→ EXERCISE
The entries below need to be transcribed verbatim.

(Saved data entries)
-.-.-

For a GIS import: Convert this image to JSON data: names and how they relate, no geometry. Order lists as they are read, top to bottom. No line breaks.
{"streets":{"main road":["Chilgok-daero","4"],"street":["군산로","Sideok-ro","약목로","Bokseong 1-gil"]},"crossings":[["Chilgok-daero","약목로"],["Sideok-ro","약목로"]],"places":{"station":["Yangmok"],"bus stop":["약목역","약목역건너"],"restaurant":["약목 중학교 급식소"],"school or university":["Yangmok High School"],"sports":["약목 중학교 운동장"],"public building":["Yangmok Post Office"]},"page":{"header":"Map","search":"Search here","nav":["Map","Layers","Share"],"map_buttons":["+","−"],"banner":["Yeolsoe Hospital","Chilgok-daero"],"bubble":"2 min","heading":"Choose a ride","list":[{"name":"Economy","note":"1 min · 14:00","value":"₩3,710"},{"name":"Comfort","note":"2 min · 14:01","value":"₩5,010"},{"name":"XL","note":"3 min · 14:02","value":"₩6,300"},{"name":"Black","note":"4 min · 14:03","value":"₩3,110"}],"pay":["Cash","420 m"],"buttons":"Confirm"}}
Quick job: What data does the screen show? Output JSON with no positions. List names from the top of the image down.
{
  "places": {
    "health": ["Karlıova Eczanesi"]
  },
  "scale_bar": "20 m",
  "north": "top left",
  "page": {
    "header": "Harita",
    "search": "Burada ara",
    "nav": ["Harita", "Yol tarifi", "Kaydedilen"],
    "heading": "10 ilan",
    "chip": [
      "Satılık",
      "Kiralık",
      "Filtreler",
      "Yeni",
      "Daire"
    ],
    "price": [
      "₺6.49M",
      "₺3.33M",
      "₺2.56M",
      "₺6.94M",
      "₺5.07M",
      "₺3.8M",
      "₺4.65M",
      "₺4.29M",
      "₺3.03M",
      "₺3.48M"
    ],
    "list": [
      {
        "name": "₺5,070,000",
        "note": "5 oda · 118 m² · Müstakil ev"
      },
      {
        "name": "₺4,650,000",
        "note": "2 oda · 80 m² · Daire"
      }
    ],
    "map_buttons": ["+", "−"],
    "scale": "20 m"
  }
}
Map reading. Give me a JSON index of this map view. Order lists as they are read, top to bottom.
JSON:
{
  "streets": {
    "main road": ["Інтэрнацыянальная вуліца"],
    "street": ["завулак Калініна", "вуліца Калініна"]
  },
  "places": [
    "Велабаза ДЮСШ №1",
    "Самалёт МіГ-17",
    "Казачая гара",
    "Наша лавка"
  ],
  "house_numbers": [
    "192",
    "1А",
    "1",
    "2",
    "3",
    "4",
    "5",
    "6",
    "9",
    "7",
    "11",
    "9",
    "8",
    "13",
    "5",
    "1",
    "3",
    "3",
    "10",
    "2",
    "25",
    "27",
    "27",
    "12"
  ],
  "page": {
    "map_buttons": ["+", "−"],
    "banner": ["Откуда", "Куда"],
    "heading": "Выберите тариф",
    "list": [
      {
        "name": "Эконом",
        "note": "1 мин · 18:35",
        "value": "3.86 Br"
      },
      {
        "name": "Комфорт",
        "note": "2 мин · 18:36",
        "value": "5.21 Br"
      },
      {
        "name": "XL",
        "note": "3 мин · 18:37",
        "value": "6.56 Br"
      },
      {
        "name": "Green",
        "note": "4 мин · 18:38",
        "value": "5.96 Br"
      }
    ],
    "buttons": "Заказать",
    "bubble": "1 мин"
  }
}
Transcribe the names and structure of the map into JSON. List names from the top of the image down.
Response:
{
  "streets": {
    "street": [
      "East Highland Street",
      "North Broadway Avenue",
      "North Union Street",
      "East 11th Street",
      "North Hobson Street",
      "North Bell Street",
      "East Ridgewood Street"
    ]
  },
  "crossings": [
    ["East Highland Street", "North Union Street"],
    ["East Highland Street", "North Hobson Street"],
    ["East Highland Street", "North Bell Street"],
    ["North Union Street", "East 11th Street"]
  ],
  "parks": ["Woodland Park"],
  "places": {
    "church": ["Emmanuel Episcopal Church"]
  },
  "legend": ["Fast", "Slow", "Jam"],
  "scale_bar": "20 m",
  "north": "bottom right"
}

-.-.-

→ RESPONSE AREA
For a GIS import: Convert this image to JSON data: names and how they relate, no geometry. Order lists as they are read, top to bottom. No line breaks.
{"streets":{"main road":["Chilgok-daero","4"],"street":["군산로","Sideok-ro","약목로","Bokseong 1-gil"]},"crossings":[["Chilgok-daero","약목로"],["Sideok-ro","약목로"]],"places":{"station":["Yangmok"],"bus stop":["약목역","약목역건너"],"restaurant":["약목 중학교 급식소"],"school or university":["Yangmok High School"],"sports":["약목 중학교 운동장"],"public building":["Yangmok Post Office"]},"page":{"header":"Map","search":"Search here","nav":["Map","Layers","Share"],"map_buttons":["+","−"],"banner":["Yeolsoe Hospital","Chilgok-daero"],"bubble":"2 min","heading":"Choose a ride","list":[{"name":"Economy","note":"1 min · 14:00","value":"₩3,710"},{"name":"Comfort","note":"2 min · 14:01","value":"₩5,010"},{"name":"XL","note":"3 min · 14:02","value":"₩6,300"},{"name":"Black","note":"4 min · 14:03","value":"₩3,110"}],"pay":["Cash","420 m"],"buttons":"Confirm"}}
Quick job: What data does the screen show? Output JSON with no positions. List names from the top of the image down.
{
  "places": {
    "health": ["Karlıova Eczanesi"]
  },
  "scale_bar": "20 m",
  "north": "top left",
  "page": {
    "header": "Harita",
    "search": "Burada ara",
    "nav": ["Harita", "Yol tarifi", "Kaydedilen"],
    "heading": "10 ilan",
    "chip": [
      "Satılık",
      "Kiralık",
      "Filtreler",
      "Yeni",
      "Daire"
    ],
    "price": [
      "₺6.49M",
      "₺3.33M",
      "₺2.56M",
      "₺6.94M",
      "₺5.07M",
      "₺3.8M",
      "₺4.65M",
      "₺4.29M",
      "₺3.03M",
      "₺3.48M"
    ],
    "list": [
      {
        "name": "₺5,070,000",
        "note": "5 oda · 118 m² · Müstakil ev"
      },
      {
        "name": "₺4,650,000",
        "note": "2 oda · 80 m² · Daire"
      }
    ],
    "map_buttons": ["+", "−"],
    "scale": "20 m"
  }
}
Map reading. Give me a JSON index of this map view. Order lists as they are read, top to bottom.
JSON:
{
  "streets": {
    "main road": ["Інтэрнацыянальная вуліца"],
    "street": ["завулак Калініна", "вуліца Калініна"]
  },
  "places": [
    "Велабаза ДЮСШ №1",
    "Самалёт МіГ-17",
    "Казачая гара",
    "Наша лавка"
  ],
  "house_numbers": [
    "192",
    "1А",
    "1",
    "2",
    "3",
    "4",
    "5",
    "6",
    "9",
    "7",
    "11",
    "9",
    "8",
    "13",
    "5",
    "1",
    "3",
    "3",
    "10",
    "2",
    "25",
    "27",
    "27",
    "12"
  ],
  "page": {
    "map_buttons": ["+", "−"],
    "banner": ["Откуда", "Куда"],
    "heading": "Выберите тариф",
    "list": [
      {
        "name": "Эконом",
        "note": "1 мин · 18:35",
        "value": "3.86 Br"
      },
      {
        "name": "Комфорт",
        "note": "2 мин · 18:36",
        "value": "5.21 Br"
      },
      {
        "name": "XL",
        "note": "3 мин · 18:37",
        "value": "6.56 Br"
      },
      {
        "name": "Green",
        "note": "4 мин · 18:38",
        "value": "5.96 Br"
      }
    ],
    "buttons": "Заказать",
    "bubble": "1 мин"
  }
}
Transcribe the names and structure of the map into JSON. List names from the top of the image down.
Response:
{
  "streets": {
    "street": [
      "East Highland Street",
      "North Broadway Avenue",
      "North Union Street",
      "East 11th Street",
      "North Hobson Street",
      "North Bell Street",
      "East Ridgewood Street"
    ]
  },
  "crossings": [
    ["East Highland Street", "North Union Street"],
    ["East Highland Street", "North Hobson Street"],
    ["East Highland Street", "North Bell Street"],
    ["North Union Street", "East 11th Street"]
  ],
  "parks": ["Woodland Park"],
  "places": {
    "church": ["Emmanuel Episcopal Church"]
  },
  "legend": ["Fast", "Slow", "Jam"],
  "scale_bar": "20 m",
  "north": "bottom right"
}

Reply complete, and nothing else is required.